§ **Task objective**
Print every record exactly, omitting all pictures.

Input records below:

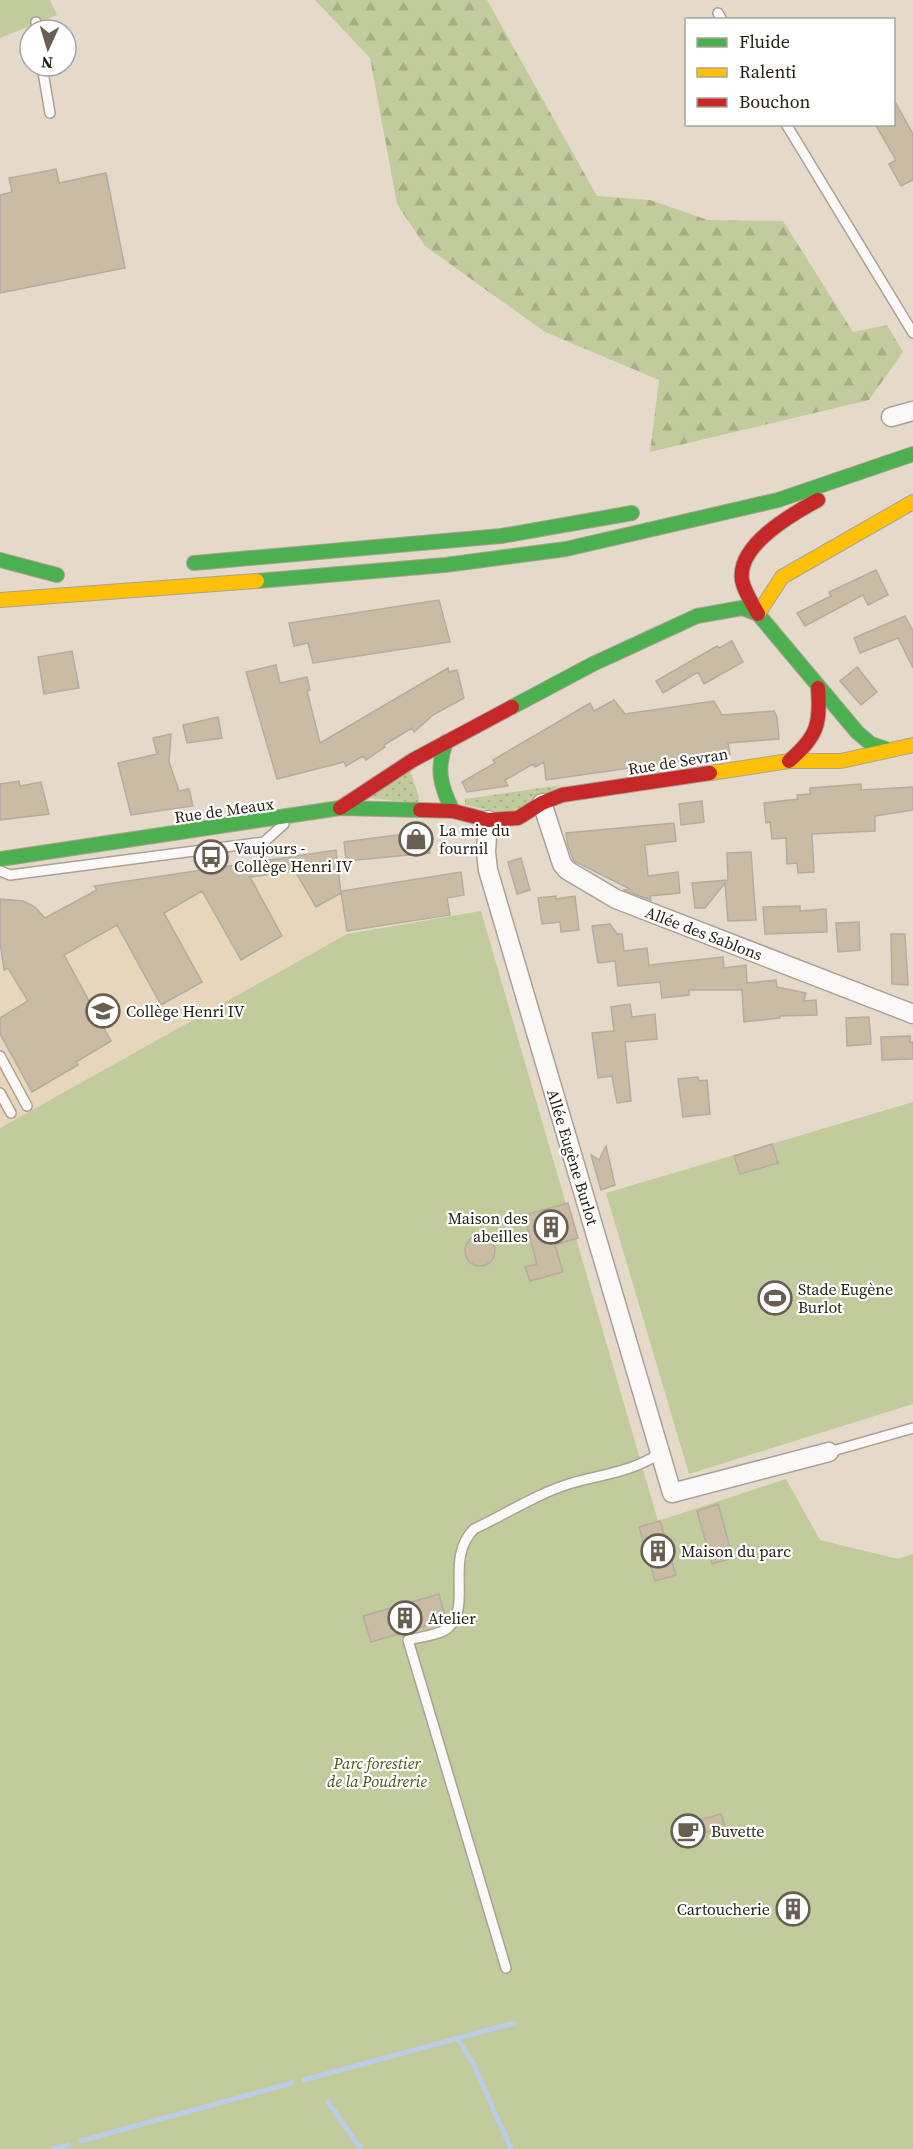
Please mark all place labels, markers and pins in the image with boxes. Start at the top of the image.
place label: La mie du fournil [439,819,510,859]
shop icon: La mie du fournil [398,821,434,857]
place label: Vaujours - Collège Henri IV [234,837,353,877]
bus stop icon: Vaujours - Collège Henri IV [193,839,229,875]
school or university icon: Collège Henri IV [85,993,121,1029]
place label: Collège Henri IV [126,1000,245,1022]
place label: Maison des abeilles [448,1207,528,1247]
building icon: Maison des abeilles [533,1209,569,1245]
place label: Stade Eugène Burlot [798,1278,893,1318]
sports icon: Stade Eugène Burlot [757,1280,793,1316]
building icon: Maison du parc [640,1533,676,1569]
place label: Maison du parc [681,1540,791,1562]
building icon: Atelier [387,1600,423,1636]
place label: Atelier [428,1607,476,1629]
cafe icon: Buvette [670,1813,706,1849]
place label: Buvette [711,1820,764,1842]
building icon: Cartoucherie [775,1891,811,1927]
place label: Cartoucherie [677,1898,770,1920]

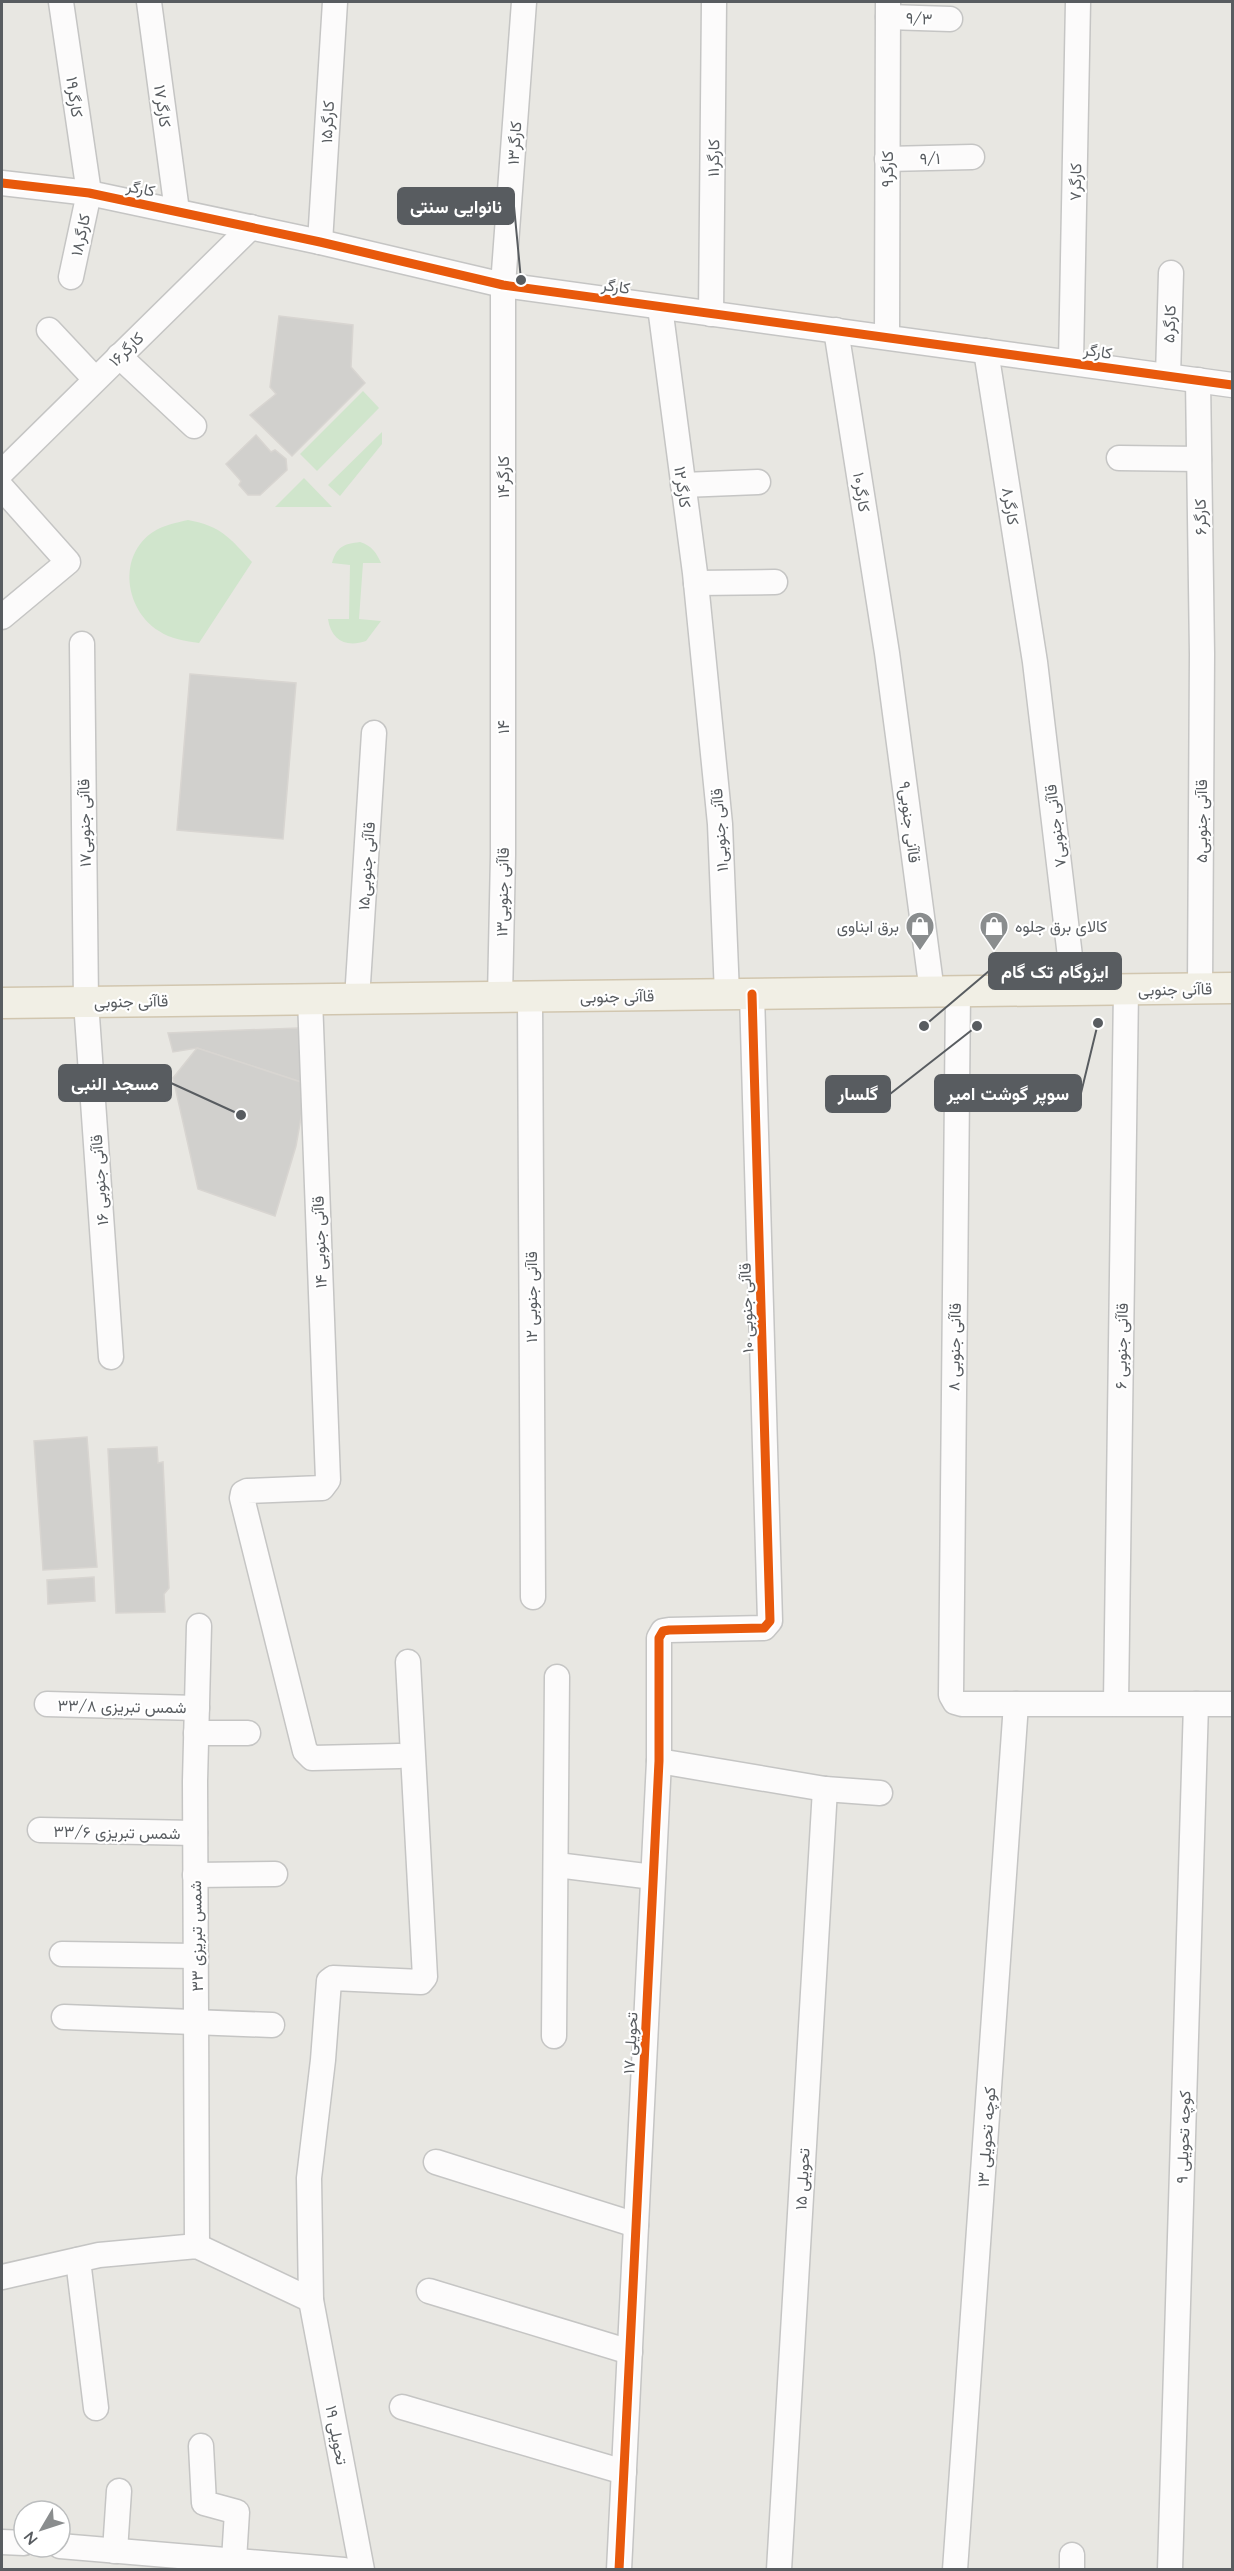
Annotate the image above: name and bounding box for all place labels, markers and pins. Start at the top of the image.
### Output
callout: نانوایی سنتی [398,188,514,224]
shop icon: برق ابناوی [904,910,936,952]
shop icon: کالای برق جلوه [978,910,1010,952]
place label: برق ابناوی [837,916,899,937]
place label: کالای برق جلوه [1015,916,1107,937]
callout: ایزوگام تک گام [989,953,1121,989]
callout: مسجد النبی [59,1065,171,1101]
callout: سوپر گوشت امیر [935,1075,1081,1111]
callout: گلسار [826,1076,890,1112]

End of Input records.

§ **Task answer**
Please mark all place labels, markers and pins in the image with boxes. Start at the top of the image.
place label: La mie du fournil [439,819,510,859]
shop icon: La mie du fournil [398,821,434,857]
place label: Vaujours - Collège Henri IV [234,837,353,877]
bus stop icon: Vaujours - Collège Henri IV [193,839,229,875]
school or university icon: Collège Henri IV [85,993,121,1029]
place label: Collège Henri IV [126,1000,245,1022]
place label: Maison des abeilles [448,1207,528,1247]
building icon: Maison des abeilles [533,1209,569,1245]
place label: Stade Eugène Burlot [798,1278,893,1318]
sports icon: Stade Eugène Burlot [757,1280,793,1316]
building icon: Maison du parc [640,1533,676,1569]
place label: Maison du parc [681,1540,791,1562]
building icon: Atelier [387,1600,423,1636]
place label: Atelier [428,1607,476,1629]
cafe icon: Buvette [670,1813,706,1849]
place label: Buvette [711,1820,764,1842]
building icon: Cartoucherie [775,1891,811,1927]
place label: Cartoucherie [677,1898,770,1920]

Annotate the image above: name and bounding box for all place labels, markers and pins. Start at the top of the image.
### Output
callout: نانوایی سنتی [398,188,514,224]
shop icon: برق ابناوی [904,910,936,952]
shop icon: کالای برق جلوه [978,910,1010,952]
place label: برق ابناوی [837,916,899,937]
place label: کالای برق جلوه [1015,916,1107,937]
callout: ایزوگام تک گام [989,953,1121,989]
callout: مسجد النبی [59,1065,171,1101]
callout: سوپر گوشت امیر [935,1075,1081,1111]
callout: گلسار [826,1076,890,1112]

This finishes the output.